The East Design Review Board at a 2009 meeting (Image: CHS)

There is major turnover on the East Design Review Board responsible for evaluating proposed developments across Capitol Hill and nearby neighborhoods with the city looking to fill all five of the body’s seats for the new term starting next spring.

With each of the East board’s volunteer positions open in 2025, the city is seeking a business or landscape design profession representative, a design profession representative, a development profession representative, a local community representative, a local residential representative to complete the panel, one of eight empowered across the city to “evaluate the design of new buildings based on citywide and neighborhood-specific design guidelines.”

The five openings on the East board are part of 21 openings for terms starting in April 2025 across the city. It is the only board that will start completely fresh in April.

The Central Area Board is seeking only a business or landscape design profession representative to round out its mix.

The turnover isn’t entirely unusual.

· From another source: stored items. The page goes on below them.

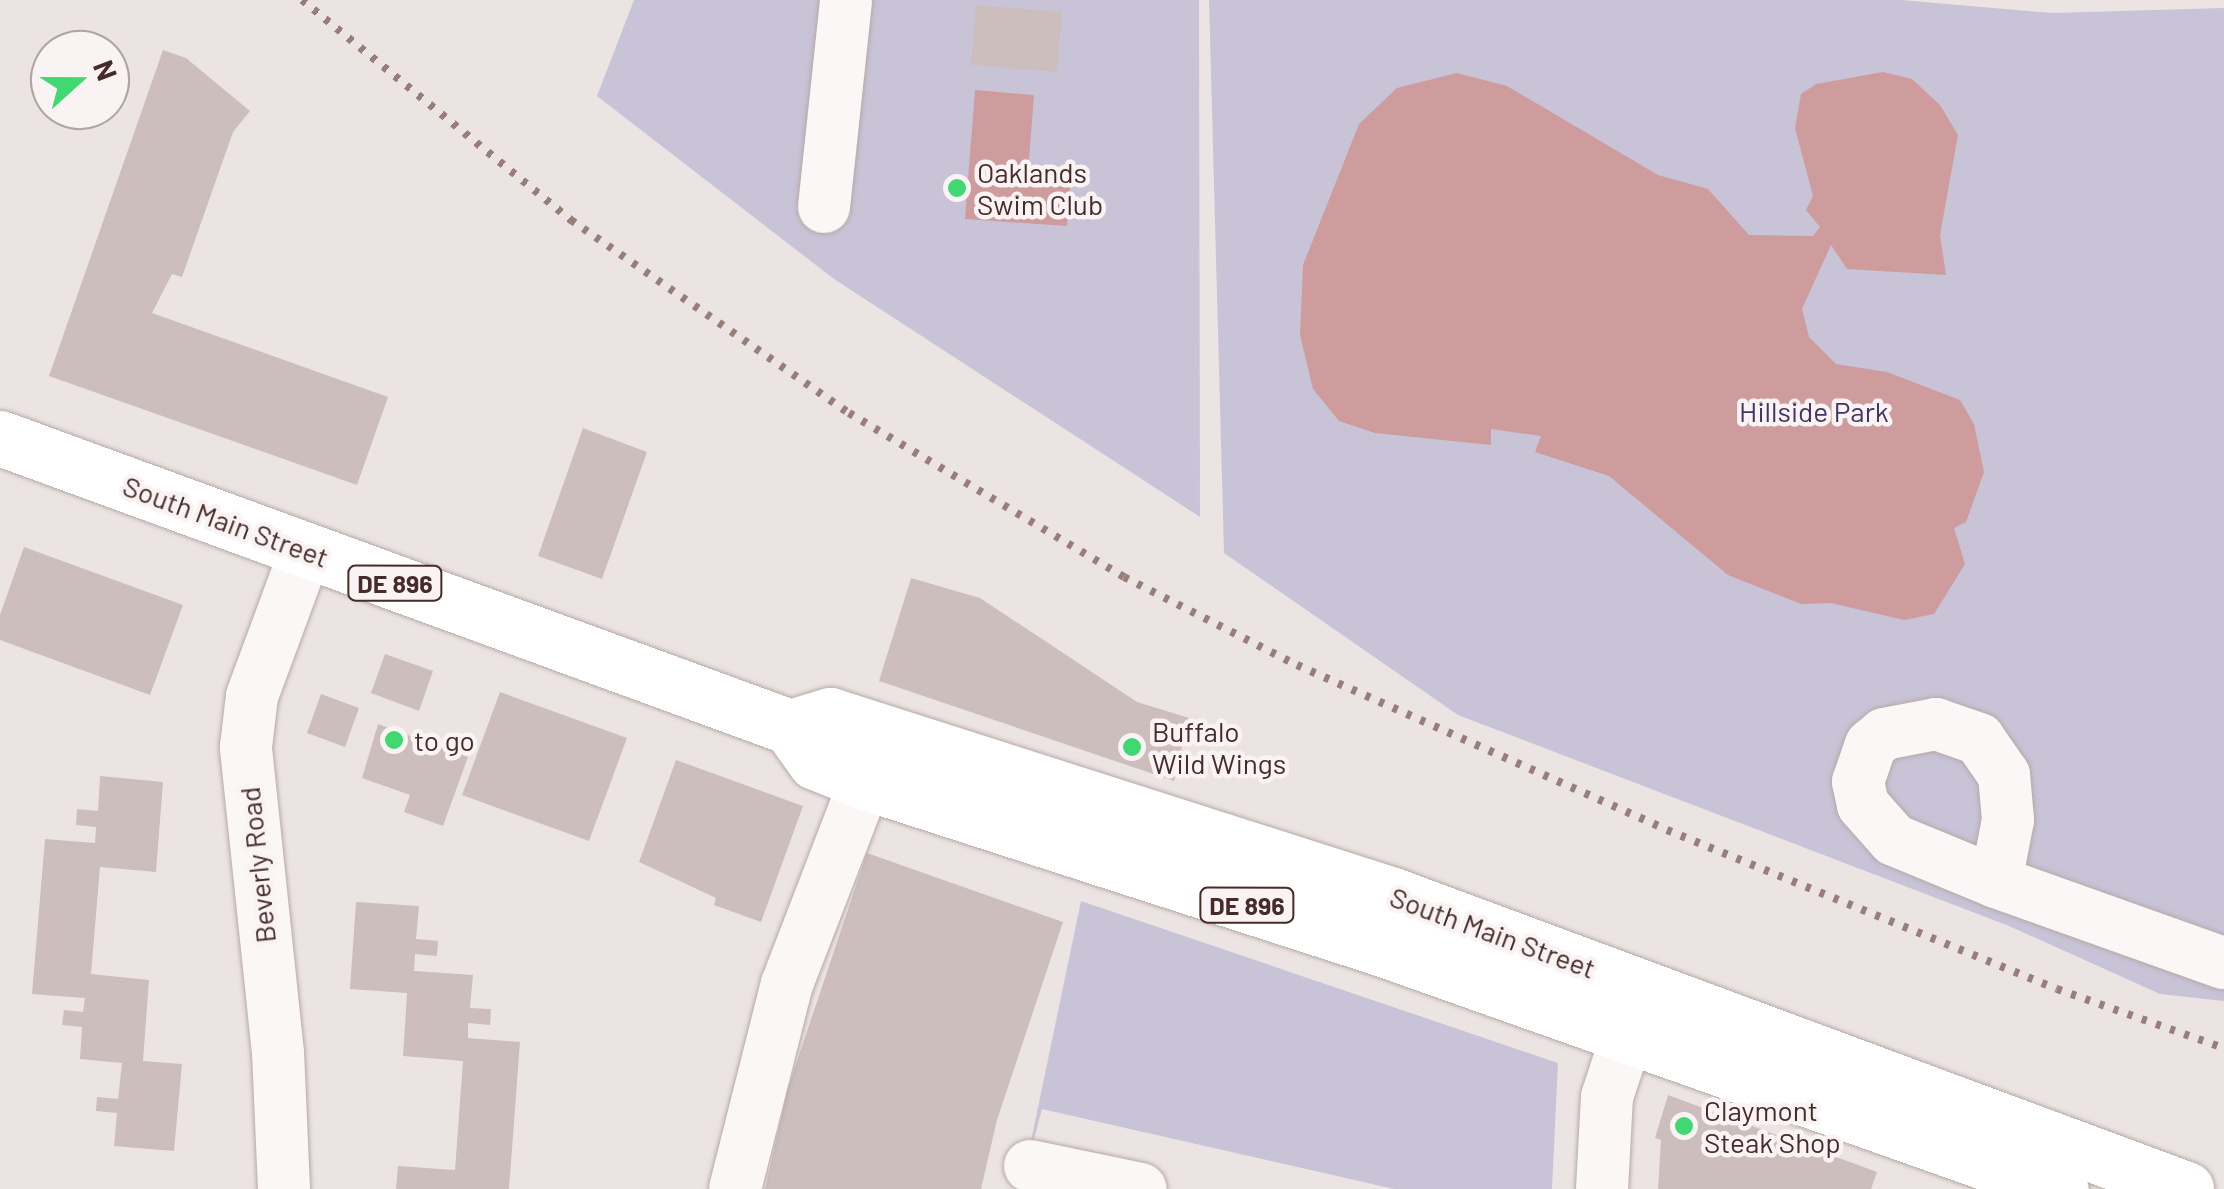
<!DOCTYPE html>
<style>
body{margin:0}
#map{position:relative;width:2224px;height:1189px;overflow:hidden;background:#ece4e3;font-family:Barlow,sans-serif}
div>[style]{position:absolute}
.green>*{inset:0;background:#c8c3d7}
.water>*{inset:0;background:#ce9c9c}
.building>*{inset:0;background:#ccbebd}
.roads{filter:drop-shadow(0 0 2px #b7a9a7) drop-shadow(0 0 2px #b7a9a7)}
.minor>*{height:52px;margin:-26px;padding:0 26px;transform-origin:26px;border-radius:26px;background:#faf7f6}
.major>*{height:55px;margin:-27.5px;padding:0 27.5px;transform-origin:27.5px;border-radius:27.5px;background:#fff}
.rail>*{height:8px;margin-top:-4px;transform-origin:0;background:repeating-linear-gradient(90deg,#977e7b 0 5px,transparent 0 15px)}
.dots>*{width:28px;height:28px;translate:-50% -50%;box-sizing:border-box;border:5px solid #f9f3f3;border-radius:50%}
span{translate:-50% -50%;white-space:nowrap;text-align:center;line-height:1.15;-webkit-text-stroke:9px #f9f3f3;paint-order:stroke}
.shield-label span{padding:2px 8px;background:#f9f3f3;border:2px solid;border-radius:8px;-webkit-text-stroke-width:0}
.shield-label{font-size:25px;color:#462c29;font-weight:700}
.poi-label{font-size:28px;color:#462c29}
.left{translate:0 -50%;text-align:left}
.park-label{font-size:28px;color:#423563}
.street-label{font-size:28px;color:#462c29}
.north{position:absolute;left:30px;top:30px;width:100px;height:100px;box-sizing:border-box;background:#f9f3f3;border:2px solid #b1a3a2;border-radius:50%;rotate:69deg;font-size:28px;font-weight:700;line-height:40px;text-align:center;color:#462c29}
.north::after{content:'';display:block;margin:auto;width:35px;height:45px;background:#40d971;clip-path:polygon(50% 0,100% 100%,50% 72%,0 100%)}
</style>
<div id="map">
<div class="green">
<div style="clip-path:polygon(634px 0,1199px 0,1200px 517px,834px 279px,597px 96px)"></div>
<div style="clip-path:polygon(1209px 0,1901px 0,2052px 13px,2224px 8px,2224px 1001px,2160px 994px,2009px 926px,1458px 715px,1224px 553px)"></div>
<div style="clip-path:polygon(1081px 901px,1558px 1063px,1552px 1189px,1394px 1189px,1042px 1109px,1021px 1189px)"></div>
</div>
<div class="water">
<div style="clip-path:polygon(1883px 72px,1912px 79px,1940px 105px,1958px 135px,1940px 235px,1946px 275px,1847px 269px,1831px 245px,1802px 309px,1809px 337px,1836px 364px,1887px 372px,1960px 400px,1974px 424px,1984px 472px,1966px 522px,1954px 528px,1965px 564px,1934px 614px,1904px 620px,1831px 603px,1801px 604px,1728px 575px,1609px 476px,1535px 452px,1541px 436px,1491px 429px,1491px 445px,1375px 433px,1339px 421px,1313px 389px,1300px 335px,1303px 265px,1359px 124px,1397px 88px,1457px 73px,1507px 86px,1658px 175px,1708px 189px,1749px 235px,1813px 236px,1820px 227px,1806px 210px,1813px 196px,1795px 128px,1801px 94px,1816px 84px)"></div>
<div style="clip-path:polygon(975px 90px,1034px 95px,1028px 171px,1071px 174px,1067px 226px,965px 219px)"></div>
</div>
<div class="building">
<div style="clip-path:polygon(976px 5px,1062px 12px,1057px 72px,971px 65px)"></div>
<div style="clip-path:polygon(163px 50px,186px 58px,250px 111px,233px 132px,182px 277px,172px 274px,152px 313px,388px 397px,357px 485px,49px 376px)"></div>
<div style="clip-path:polygon(583px 428px,647px 452px,602px 579px,538px 556px)"></div>
<div style="clip-path:polygon(24px 547px,183px 605px,150px 695px,0 640px,0 615px)"></div>
<div style="clip-path:polygon(911px 578px,980px 598px,1137px 702px,1189px 718px,1174px 781px,879px 681px)"></div>
<div style="clip-path:polygon(385px 654px,433px 671px,419px 711px,371px 693px)"></div>
<div style="clip-path:polygon(500px 692px,627px 738px,589px 841px,462px 795px)"></div>
<div style="clip-path:polygon(321px 694px,359px 708px,345px 747px,307px 733px)"></div>
<div style="clip-path:polygon(378px 724px,468px 757px,443px 826px,404px 812px,410px 795px,362px 778px)"></div>
<div style="clip-path:polygon(676px 760px,803px 806px,761px 922px,714px 905px,716px 898px,639px 862px)"></div>
<div style="clip-path:polygon(100px 776px,163px 782px,156px 872px,100px 867px,91px 974px,149px 980px,143px 1061px,182px 1064px,174px 1151px,114px 1146px,117px 1113px,96px 1111px,97px 1097px,118px 1099px,122px 1063px,80px 1059px,82px 1027px,62px 1025px,64px 1010px,83px 1012px,85px 998px,32px 994px,45px 839px,95px 843px,96px 827px,76px 825px,77px 809px,98px 811px)"></div>
<div style="clip-path:polygon(867px 853px,1063px 922px,997px 1120px,981px 1189px,765px 1189px,788px 1088px)"></div>
<div style="clip-path:polygon(356px 902px,419px 906px,416px 939px,438px 941px,437px 956px,415px 954px,414px 971px,473px 975px,470px 1008px,491px 1009px,490px 1025px,468px 1023px,468px 1038px,520px 1042px,509px 1189px,396px 1189px,398px 1166px,455px 1170px,463px 1061px,403px 1056px,407px 993px,350px 989px)"></div>
<div style="clip-path:polygon(1668px 1095px,1877px 1172px,1871px 1189px,1658px 1189px,1661px 1140px,1655px 1138px)"></div>
</div>
<div class="roads">
<div class="minor">
<div style="left:824px;top:207px;width:208px;rotate:-83.9deg"></div>
<div style="left:1936px;top:724px;width:46px;rotate:19.2deg"></div>
<div style="left:1979px;top:739px;width:44px;rotate:55.2deg"></div>
<div style="left:2004px;top:775px;width:45px;rotate:84.9deg"></div>
<div style="left:2008px;top:820px;width:63px;rotate:101deg"></div>
<div style="left:1996px;top:882px;width:110px;rotate:-157.6deg"></div>
<div style="left:1894px;top:840px;width:47px;rotate:-131.5deg"></div>
<div style="left:1863px;top:805px;width:24px;rotate:-102deg"></div>
<div style="left:1858px;top:782px;width:39px;rotate:-71deg"></div>
<div style="left:1871px;top:745px;width:17px;rotate:-40deg"></div>
<div style="left:1884px;top:734px;width:53px;rotate:-10.9deg"></div>
<div style="left:1996px;top:882px;width:242px;rotate:19.6deg"></div>
<div style="left:1030px;top:1166px;width:113px;rotate:11.7deg"></div>
<div style="left:284px;top:1189px;width:136px;rotate:-92.5deg"></div>
<div style="left:278px;top:1053px;width:308px;rotate:-96deg"></div>
<div style="left:246px;top:747px;width:51px;rotate:-83.3deg"></div>
<div style="left:252px;top:696px;width:156px;rotate:-69.7deg"></div>
<div style="left:735px;top:1189px;width:211px;rotate:-75.8deg"></div>
<div style="left:787px;top:984px;width:217px;rotate:-68.9deg"></div>
<div style="left:1602px;top:1189px;width:92px;rotate:-86.9deg"></div>
<div style="left:1607px;top:1097px;width:106px;rotate:-71.9deg"></div>
</div>
<div class="major">
<div style="left:0;top:438px;width:841px;rotate:20.09deg"></div>
<div style="left:790px;top:727px;width:43px;rotate:54.5deg"></div>
<div style="left:815px;top:762px;width:54px;rotate:21.8deg"></div>
<div style="left:865px;top:782px;width:541px;rotate:17.87deg"></div>
<div style="left:1380px;top:948px;width:722px;rotate:19.49deg"></div>
<div style="left:790px;top:727px;width:42px;rotate:-16.7deg"></div>
<div style="left:830px;top:715px;width:591px;rotate:17.73deg"></div>
<div style="left:1393px;top:895px;width:846px;rotate:20.34deg"></div>
</div>
</div>
<div class="rail">
<div style="left:302px;top:0;width:348px;rotate:39.3deg"></div>
<div style="left:571px;top:220px;width:338px;rotate:34.8deg"></div>
<div style="left:849px;top:413px;width:320px;rotate:30.8deg"></div>
<div style="left:1124px;top:577px;width:194px;rotate:27deg"></div>
<div style="left:1297px;top:665px;width:405px;rotate:24deg"></div>
<div style="left:1667px;top:830px;width:421px;rotate:22.2deg"></div>
<div style="left:2057px;top:989px;width:177px;rotate:19.5deg"></div>
</div>
<div class="dots">
<div style="left:957px;top:188px;background:#40d971"></div>
<div style="left:394px;top:740px;background:#40d971"></div>
<div style="left:1132px;top:747px;background:#40d971"></div>
<div style="left:1684px;top:1126px;background:#40d971"></div>
</div>
<div class="shield-label">
<span style="left:395px;top:583px">DE 896</span>
<span style="left:1247px;top:905px">DE 896</span>
</div>
<div class="poi-label">
<span class="left" style="left:977px;top:188px">Oaklands<br>Swim Club</span>
<span class="left" style="left:1152px;top:747px">Buffalo<br>Wild Wings</span>
<span class="left" style="left:414px;top:740px">to go</span>
<span class="left" style="left:1704px;top:1126px">Claymont<br>Steak Shop</span>
</div>
<div class="park-label">
<span style="left:1814px;top:411px">Hillside Park</span>
</div>
<div class="street-label">
<span style="left:226px;top:521px;rotate:20deg">South Main Street</span>
<span style="left:257px;top:865px;rotate:-96deg">Beverly Road</span>
<span style="left:1493px;top:932px;rotate:20deg">South Main Street</span>
</div>
<div class="north">N</div>
</div>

Volunteers should be available “roughly 15 hours a month attending and preparing for two evening board meetings a month.”

“Board meetings have transitioned to an online platform and board members are expected to attend at least 90 percent of them,” the city says.

With the shifting economy and the build-up of much of the neighborhood’s core around Pike/Pine and central Broadway, Capitol Hill’s design review pipeline has slowed to a trickle after an era in the mid-2010s when there were sometimes two reviews per week.

The system is also being massively reformed in attempts to reduce costs and do more to help address the ongoing affordability crisis in the region.

CHS reported here on the city’s ongoing efforts to strip back the review program and streamline its design approval process with new reforms that could cap the total number of meetings any project will go through, create a quicker, cheaper process, and let more buildings go without review.